Ran speed tests on a version this branch with fields.py taking the avg of 10 loops.

this branch

avg in repl: 2.40860002041
avg in browser: 2.670786499977112

master

avg in repl: 2.813100004196167
avg in browser: 3.221490049362183

so approx 17% improvement...

@albertjan
Copy link
Member

Holy moly that's some improvement @s-cork

@albertjan
Copy link
Member

I'll see if I can find some time today to go through this 😄

@s-cork
Copy link
Contributor Author

s-cork commented May 29, 2020

I'll see if I can find some time today to go through this 😄

I wouldn't look at this branch!

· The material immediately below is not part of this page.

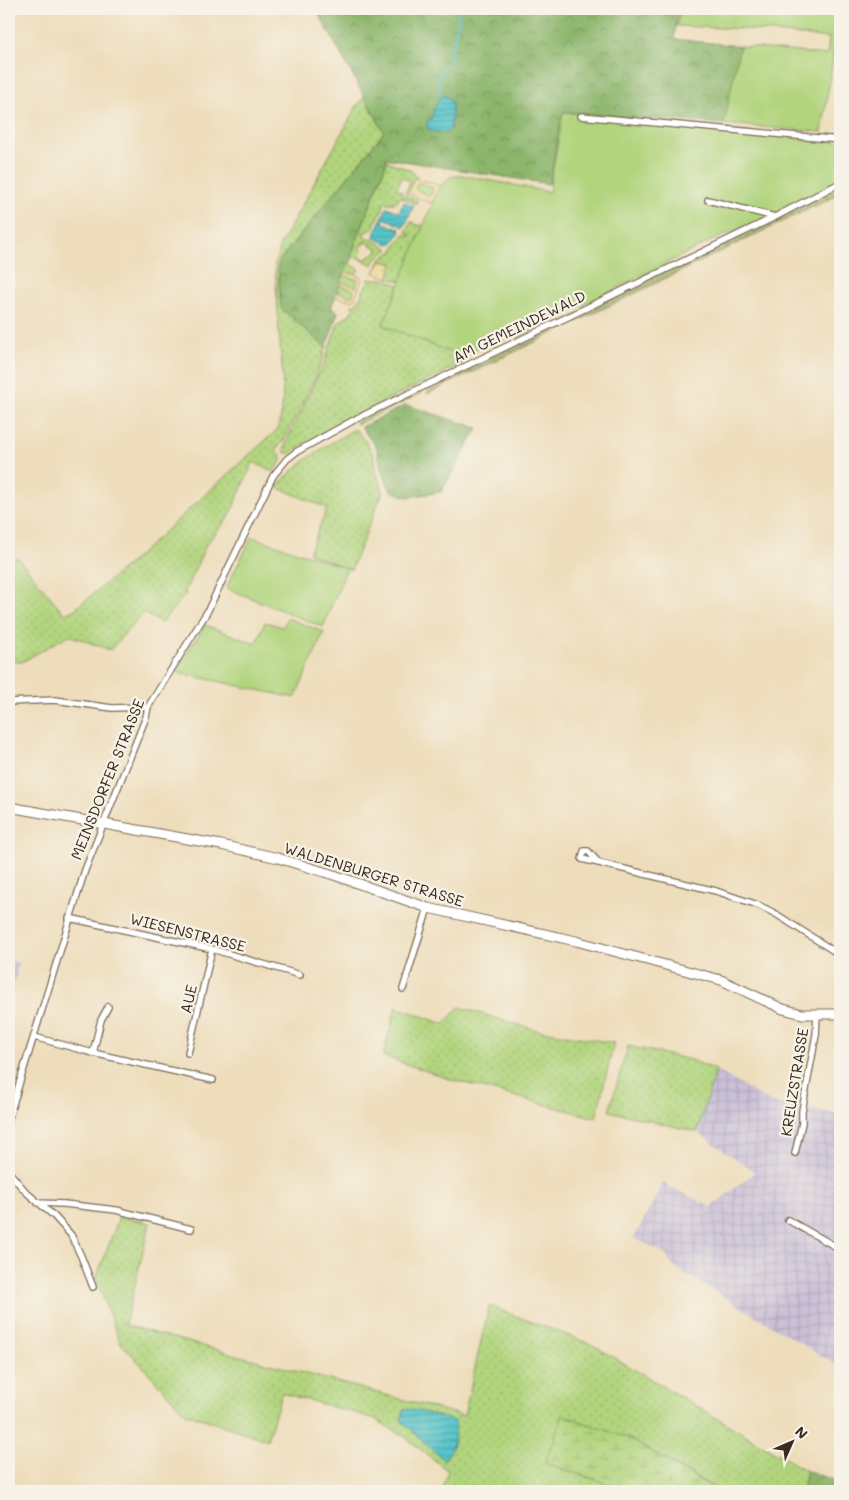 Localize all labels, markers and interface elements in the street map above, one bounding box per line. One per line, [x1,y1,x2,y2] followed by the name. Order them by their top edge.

I haven't pushed any changes to this branch since I started hacking too deep! And I went quite deep...

It's far from ready for review. But if you're curious about current progress, it can be found here. It's mostly me hacking away with these ideas, but it does present some nice features that I hope will make it into this pr.
https://github.com/s-cork/skulpt/tree/pr/hacking_for_skulpt

The branch mostly works - (I'm down to to 24 failing py unit 2 tests...)

interesting files to look at:


Once you start implementing descriptors the game changes... And I've had a bit too much time...

At this stage I'm most curious about - what you think of the new api...


p.s. I wouldn't check the speeds right now. After my day of hacking I lost it somewhere so will need to check that!
p.p.s I got the speed improvements back - I had a few rogue debugger statements (one of which was in genericGetAttr!

@albertjan
Copy link
Member

I'm still trying to get my head around all this but I have a few questions:

  • Our main API that is used outside of this repository is probably Sk.builtin.func this would continue to work right? Sk.builtin.func(function() { return Sk.ffi.remapToPy("test"); })
  • a module is still just a function that returns a map?
  • What will happen with Sk.builtin.buildClass?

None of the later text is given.